Within the data below, find the string "above" and return each line where it occurs.

------ INPUT FOR THIS TASK ------

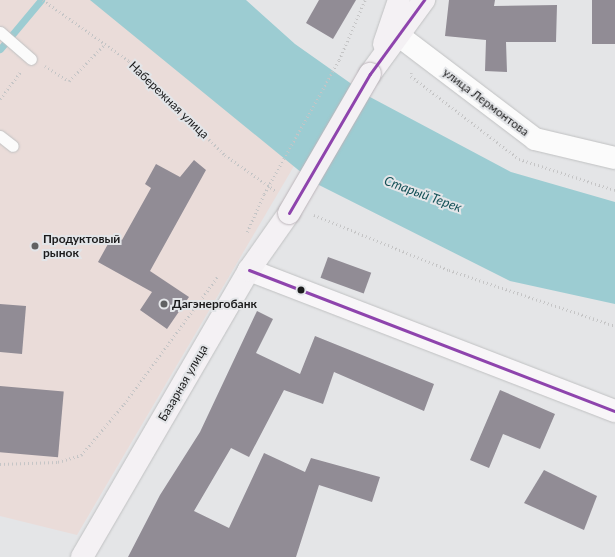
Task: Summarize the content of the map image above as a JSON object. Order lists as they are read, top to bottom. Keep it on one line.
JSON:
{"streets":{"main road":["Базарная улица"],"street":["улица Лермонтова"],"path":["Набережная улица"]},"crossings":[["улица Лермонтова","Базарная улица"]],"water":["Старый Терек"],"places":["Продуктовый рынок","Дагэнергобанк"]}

------
------ INPUT FOR THIS TASK ------

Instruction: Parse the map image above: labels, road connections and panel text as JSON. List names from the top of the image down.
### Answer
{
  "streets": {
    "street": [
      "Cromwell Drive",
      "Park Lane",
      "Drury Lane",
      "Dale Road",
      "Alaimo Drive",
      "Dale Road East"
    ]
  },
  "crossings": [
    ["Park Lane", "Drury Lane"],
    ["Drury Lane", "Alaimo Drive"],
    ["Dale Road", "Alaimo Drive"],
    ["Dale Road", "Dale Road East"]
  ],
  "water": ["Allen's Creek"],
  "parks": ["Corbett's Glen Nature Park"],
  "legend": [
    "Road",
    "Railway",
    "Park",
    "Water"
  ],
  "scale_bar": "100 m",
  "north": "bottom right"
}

------

_TASK RESULT:_
Task: Summarize the content of the map image above as a JSON object. Order lists as they are read, top to bottom. Keep it on one line.
Instruction: Parse the map image above: labels, road connections and panel text as JSON. List names from the top of the image down.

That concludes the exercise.